Could you write the entries out again, exactly as they are?
[Entries provided — start]
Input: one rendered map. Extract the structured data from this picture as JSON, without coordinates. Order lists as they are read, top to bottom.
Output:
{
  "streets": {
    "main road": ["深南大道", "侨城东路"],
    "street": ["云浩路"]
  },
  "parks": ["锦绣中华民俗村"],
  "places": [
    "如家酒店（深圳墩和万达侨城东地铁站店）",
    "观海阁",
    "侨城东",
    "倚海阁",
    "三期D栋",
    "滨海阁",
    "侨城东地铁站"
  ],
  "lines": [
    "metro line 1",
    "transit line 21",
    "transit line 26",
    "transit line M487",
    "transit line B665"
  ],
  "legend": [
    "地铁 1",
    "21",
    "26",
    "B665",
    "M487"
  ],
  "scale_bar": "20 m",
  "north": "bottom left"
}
[Entries provided — finish]
**Response:**
Input: one rendered map. Extract the structured data from this picture as JSON, without coordinates. Order lists as they are read, top to bottom.
Output:
{
  "streets": {
    "main road": ["深南大道", "侨城东路"],
    "street": ["云浩路"]
  },
  "parks": ["锦绣中华民俗村"],
  "places": [
    "如家酒店（深圳墩和万达侨城东地铁站店）",
    "观海阁",
    "侨城东",
    "倚海阁",
    "三期D栋",
    "滨海阁",
    "侨城东地铁站"
  ],
  "lines": [
    "metro line 1",
    "transit line 21",
    "transit line 26",
    "transit line M487",
    "transit line B665"
  ],
  "legend": [
    "地铁 1",
    "21",
    "26",
    "B665",
    "M487"
  ],
  "scale_bar": "20 m",
  "north": "bottom left"
}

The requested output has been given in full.